هُنَالِكَ دَعَا زَكَرِيَّا رَبَّهُ قَالَ رَبِّ هَبْ لِي مِنْ لَدُنْكَ ذُرِّيَّةً طَيِّبَةً إِنَّكَ سَمِيعُ الدُّعَاءِ
"Di sanalah Zakaria berdoa kepada Rabb-nya. Ia berkata, “Wahai Rabb-ku, berilah aku keturunan yang baik dari sisi-Mu, sesungguhnya Engkau Maha Mendengar doa.'" - (QS.3:38)
ذُرِّيَّةً طَيِّبَةً (keturunan yang baik) yang berarti anak yang shalih.
Allah memberitahukan kita tentang berita baik yang disampaikan malaikat kepada Nabi Zakharia,

فَنَادَتْهُ الْمَلائِكَةُ وَهُوَ قَائِمٌ يُصَلِّي فِي الْمِحْرَابِ أَنَّ اللَّهَ يُبَشِّرُكَ بِيَحْيَى مُصَدِّقًا بِكَلِمَةٍ مِنَ اللَّهِ وَسَيِّدًا وَحَصُورًا وَنَبِيًّا مِنَ الصَّالِحِينَ
"Kemudian para malaikat memanggilnya, ketika ia berdiri melaksanakan shalat di mihrab, “Allah menyampaikan berita gembira kepadamu dengan (kelahiran) Yahya, yang membenarkan sebuah kalimat (firman) dari Allah, Sayyidan, Hasuuran, dan seorang nabi di antara orang-orang shalih." - (QS.3:39)

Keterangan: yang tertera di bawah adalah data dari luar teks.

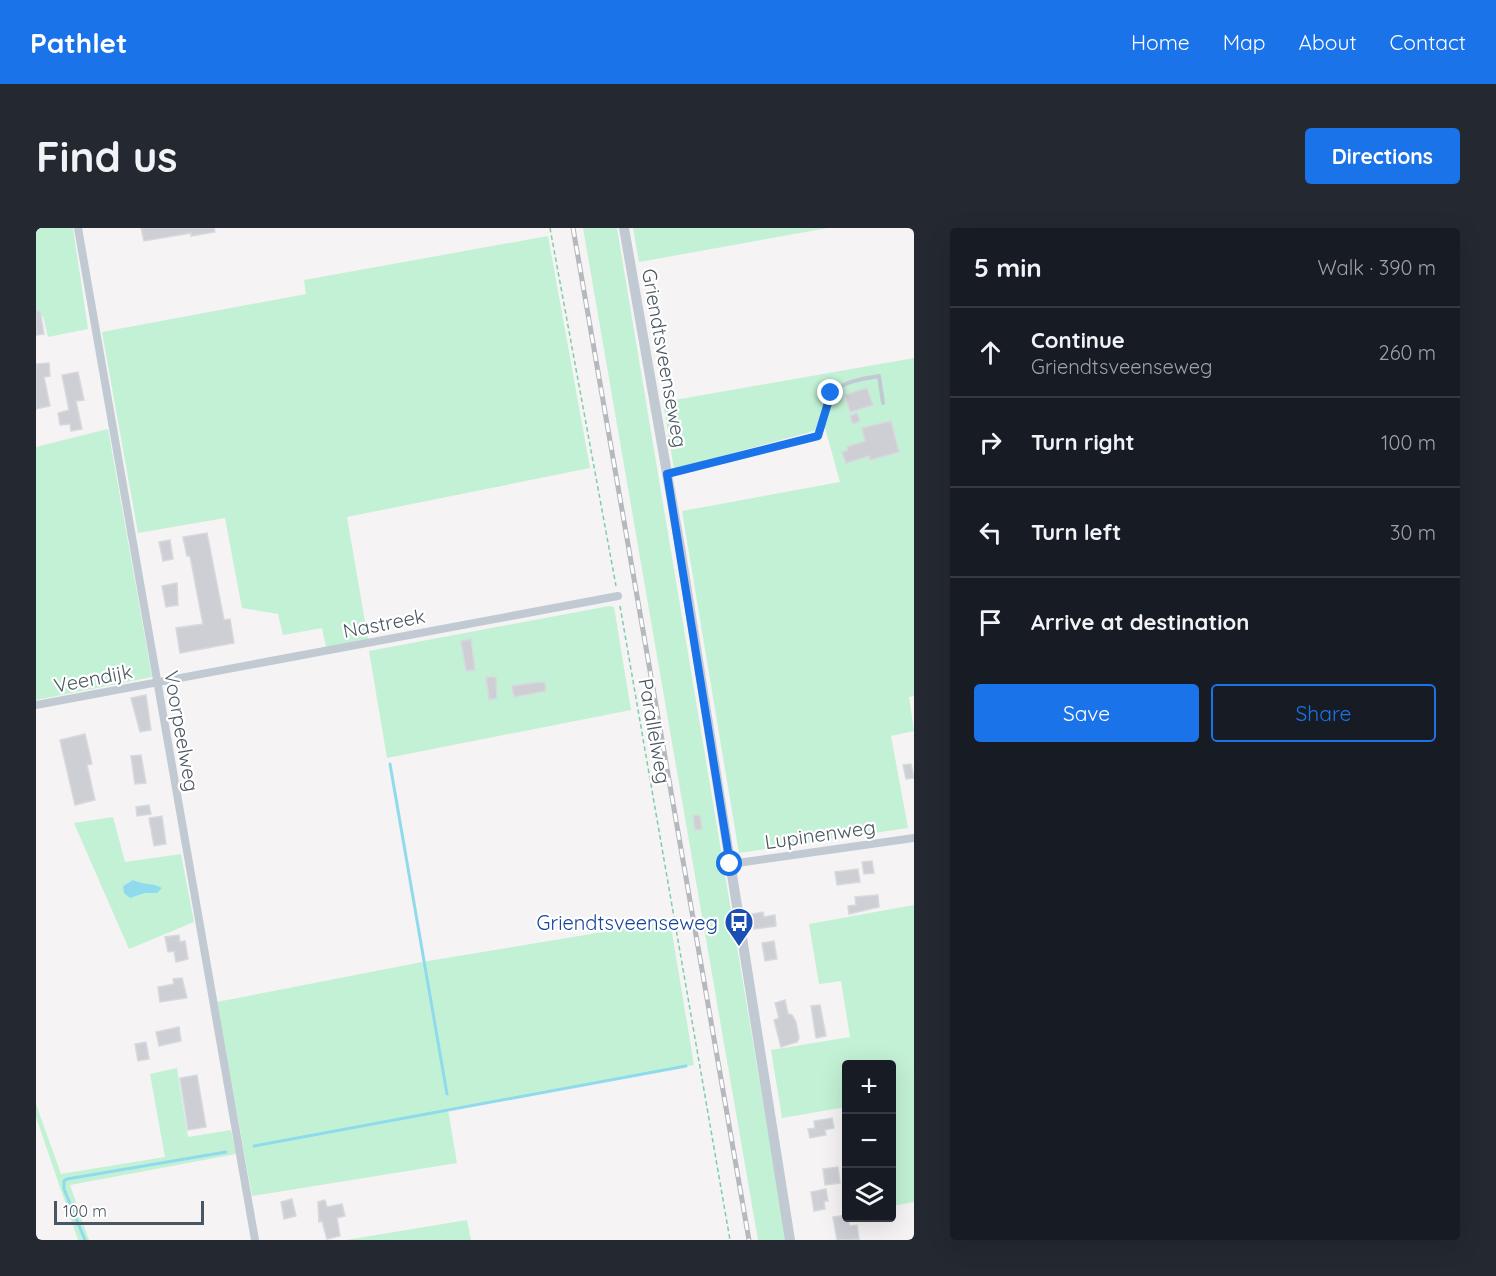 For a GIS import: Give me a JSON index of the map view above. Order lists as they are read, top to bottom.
{
  "streets": {
    "street": [
      "Griendtsveenseweg",
      "Nastreek",
      "Veendijk",
      "Voorpeelweg",
      "Lupinenweg"
    ],
    "path": ["Parallelweg"]
  },
  "crossings": [
    ["Griendtsveenseweg", "Lupinenweg"],
    ["Nastreek", "Veendijk"],
    ["Nastreek", "Voorpeelweg"],
    ["Nastreek", "Parallelweg"],
    ["Veendijk", "Voorpeelweg"]
  ],
  "places": {
    "bus stop": ["Griendtsveenseweg"]
  },
  "scale_bar": "100 m",
  "page": {
    "header": "Pathlet",
    "nav": [
      "Home",
      "Map",
      "About",
      "Contact"
    ],
    "buttons": [
      "Directions",
      ["Save", "Share"]
    ],
    "title": "Find us",
    "heading": ["5 min", "Walk · 390 m"],
    "list": [
      ["Continue", "Griendtsveenseweg", "260 m"],
      ["Turn right", "100 m"],
      ["Turn left", "30 m"],
      "Arrive at destination"
    ],
    "map_buttons": ["+", "−"],
    "scale": "100 m"
  }
}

Qatadah dan ulama lain mengatakan bahwa ia disebut Yahya (secara harfiah bermakna 'ia hidup') karena Allah mengisi hidupnya dengan iman. "Membenarkan Firman dari Allah" berarti percaya pada Isa, putra Maryam. Kata سَيِّدًا "Sayyidan" berarti, orang yang bijak. Ibnu 'Abbas, Ats-Tsauri dan Ad-Dahhak mengatakan bahwa Sayyidan berarti, "Orang yang mulia, bijak dan shalih." Said bin Al-Musayyib mengatakan bahwa Sayyid adalah ulama dan Faqih. ‘Atiyah mengatakan bahwa Sayyid adalah manusia yang mulia dalam perilaku dan keshalihan. Ikrimah mengatakan bahwa kata tersebut merujuk pada seseorang yang tak diliputi oleh amarah, sedangkan Ibnu Zaid mengatakan bahwa kata tersebut merujuk pada orang yang mulia. Mujahid mengatakan bahwa Sayyidan berarti, dimuliakan oleh Allah.

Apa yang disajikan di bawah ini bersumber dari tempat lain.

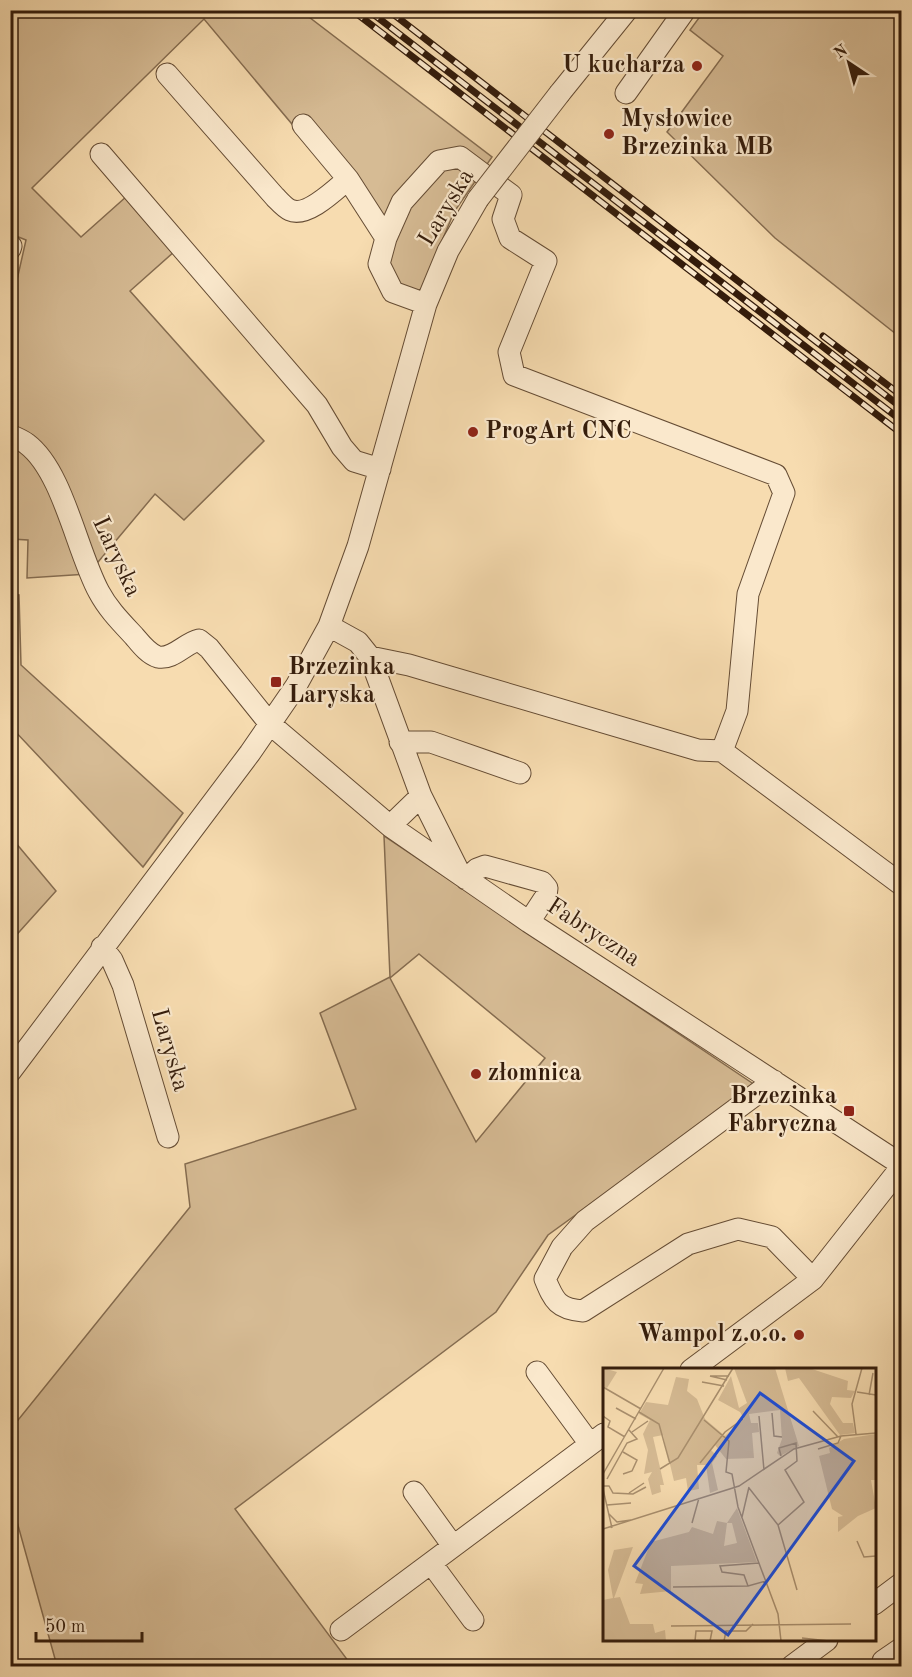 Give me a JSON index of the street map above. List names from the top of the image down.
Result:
{
  "streets": {
    "street": ["Laryska", "Fabryczna"]
  },
  "crossings": [
    ["Laryska", "Fabryczna"]
  ],
  "places": {
    "other": [
      "U kucharza",
      "Mysłowice Brzezinka MB",
      "ProgArt CNC",
      "złomnica",
      "Wampol z.o.o."
    ],
    "transit": ["Brzezinka Laryska", "Brzezinka Fabryczna"]
  },
  "scale_bar": "50 m",
  "north": "top left"
}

Hasuuran, bukan berarti ia menahan diri dari hubungan intim dengan wanita, namun bahwa ia kebal terhadap hubungan intim yang illegal. Ini bukan berarti bahwa ia tak menikahi wanita dan memiliki hubungan intim yang sah dengan mereka.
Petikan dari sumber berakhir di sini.